Cathedral of Cosenza
Place of worship
Duomo di Cosenza - Regione Calabria
The Cathedral of Cosenza, in the heart of the city's historic centre along Corso Telesio, is one of Calabria's UNESCO World Heritage Sites in the category ‘’Heritage Witness to the Culture of Peace‘’.
The Cathedral of Cosenza, or the Cathedral of Santa Maria Assunta, in Cosenza, stands on the same site as an older church, dating back to the 11th century and destroyed by an earthquake in 1184. The consecration took place in 1222 in the presence of Emperor Frederick II of Swabia, who for the occasion brought as a gift the very precious reliquary cross, the work of goldsmiths from Palermo, known as the ‘’Stauroteca‘’, now on display in the Diocesan Museum.
On the outside, Cosenza Cathedral has a tripartite façade, corresponding to the subdivision of the interior naves, with four pillars separating three portals. The central portal is surmounted by a marvellous rose window, on which the attention of those who walk along the wide staircase connecting the church to the square in front of it converges.
The interior of the Cathedral of Santa Maria Assunta in Cosenza is enriched by Baroque side chapels (17th-18th century): the first is dedicated to the city's patron saint, the venerated Madonna del Pilerio. In the centre, there is a Byzantine icon of the ‘Galaktotrophousa’ type (Madonna suckling the Child) to whom the people of Cosenza have been devoted since 1576, the year of the plague quelled by her miraculous intervention.
The second chapel of Cosenza Cathedral, known as the ‘’Holy Sacrament‘’ chapel, belongs to the Confraternity of Oration and Death and houses the burial place of the Calabrian members of the famous ‘’Expedition of the Bandiera Brothers‘’ of 1844.

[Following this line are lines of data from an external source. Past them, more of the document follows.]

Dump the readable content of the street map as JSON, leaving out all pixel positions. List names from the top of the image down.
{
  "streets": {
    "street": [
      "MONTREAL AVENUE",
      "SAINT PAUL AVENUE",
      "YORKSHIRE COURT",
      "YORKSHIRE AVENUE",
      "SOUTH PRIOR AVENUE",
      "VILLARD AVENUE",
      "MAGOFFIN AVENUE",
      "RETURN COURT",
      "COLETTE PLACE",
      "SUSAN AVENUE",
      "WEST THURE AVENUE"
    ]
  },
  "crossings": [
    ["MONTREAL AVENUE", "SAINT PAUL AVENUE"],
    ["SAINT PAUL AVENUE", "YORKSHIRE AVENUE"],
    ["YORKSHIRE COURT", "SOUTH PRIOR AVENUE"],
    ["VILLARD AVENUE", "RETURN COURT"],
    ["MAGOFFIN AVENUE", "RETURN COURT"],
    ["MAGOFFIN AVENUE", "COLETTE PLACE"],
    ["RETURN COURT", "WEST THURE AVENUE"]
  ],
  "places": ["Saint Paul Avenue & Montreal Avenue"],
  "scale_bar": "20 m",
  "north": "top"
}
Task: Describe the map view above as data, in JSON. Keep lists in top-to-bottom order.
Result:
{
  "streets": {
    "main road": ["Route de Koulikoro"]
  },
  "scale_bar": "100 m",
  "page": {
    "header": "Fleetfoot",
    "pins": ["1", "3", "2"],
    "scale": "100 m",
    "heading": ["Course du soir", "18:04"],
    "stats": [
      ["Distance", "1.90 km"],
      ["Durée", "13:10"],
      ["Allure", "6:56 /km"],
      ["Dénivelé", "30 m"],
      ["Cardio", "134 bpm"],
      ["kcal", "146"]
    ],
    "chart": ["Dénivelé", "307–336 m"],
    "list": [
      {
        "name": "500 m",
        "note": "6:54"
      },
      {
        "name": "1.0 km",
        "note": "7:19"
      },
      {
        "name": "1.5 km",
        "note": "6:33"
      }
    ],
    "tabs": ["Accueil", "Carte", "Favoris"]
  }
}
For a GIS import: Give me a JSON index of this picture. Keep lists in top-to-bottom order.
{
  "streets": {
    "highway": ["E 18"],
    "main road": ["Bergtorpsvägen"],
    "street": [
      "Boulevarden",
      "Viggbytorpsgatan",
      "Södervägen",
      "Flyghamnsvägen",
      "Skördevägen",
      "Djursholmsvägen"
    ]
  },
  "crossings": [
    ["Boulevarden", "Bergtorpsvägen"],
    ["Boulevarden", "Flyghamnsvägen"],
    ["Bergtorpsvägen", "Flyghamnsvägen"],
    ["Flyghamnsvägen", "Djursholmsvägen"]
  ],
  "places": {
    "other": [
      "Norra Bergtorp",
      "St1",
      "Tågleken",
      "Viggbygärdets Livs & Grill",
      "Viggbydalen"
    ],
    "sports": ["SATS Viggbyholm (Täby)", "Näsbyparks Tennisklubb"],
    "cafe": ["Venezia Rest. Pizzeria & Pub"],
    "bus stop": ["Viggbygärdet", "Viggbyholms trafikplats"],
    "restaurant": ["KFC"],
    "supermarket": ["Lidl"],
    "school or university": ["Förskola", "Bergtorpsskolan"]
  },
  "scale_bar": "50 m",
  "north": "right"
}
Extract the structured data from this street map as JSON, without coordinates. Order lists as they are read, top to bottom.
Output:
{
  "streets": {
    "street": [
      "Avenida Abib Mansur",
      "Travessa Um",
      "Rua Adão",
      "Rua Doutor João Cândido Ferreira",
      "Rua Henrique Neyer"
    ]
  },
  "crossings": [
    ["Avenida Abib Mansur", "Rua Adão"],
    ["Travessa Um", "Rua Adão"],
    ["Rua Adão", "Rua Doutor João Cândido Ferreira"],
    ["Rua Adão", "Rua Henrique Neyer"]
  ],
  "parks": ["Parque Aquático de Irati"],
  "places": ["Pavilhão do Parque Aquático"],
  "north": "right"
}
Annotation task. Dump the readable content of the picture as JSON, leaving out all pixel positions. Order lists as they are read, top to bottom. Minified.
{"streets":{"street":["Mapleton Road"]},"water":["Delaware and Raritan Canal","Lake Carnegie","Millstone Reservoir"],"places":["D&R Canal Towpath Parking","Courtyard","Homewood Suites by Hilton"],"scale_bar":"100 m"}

On the right aisle is the sarcophagus ‘’di Meleagro‘’, from the late antique period, containing human remains possibly belonging to Henry VII, son of Frederick II; in the transept, the Mausoleum of Isabella of Aragon, wife of Philip III of Anjou, who died in 1271.
The deep apse houses the high altar, in Neo-Romanesque style, and a valuable 15th-century wooden crucifix. Within niches supported by small columns are 19th-century polychrome frescoes by Domenico Morelli and Paolo Veltri. Also noteworthy is a Mascioni Pipe Organ from 2005.
Remains from early Christian and Roman times were found during renovation work.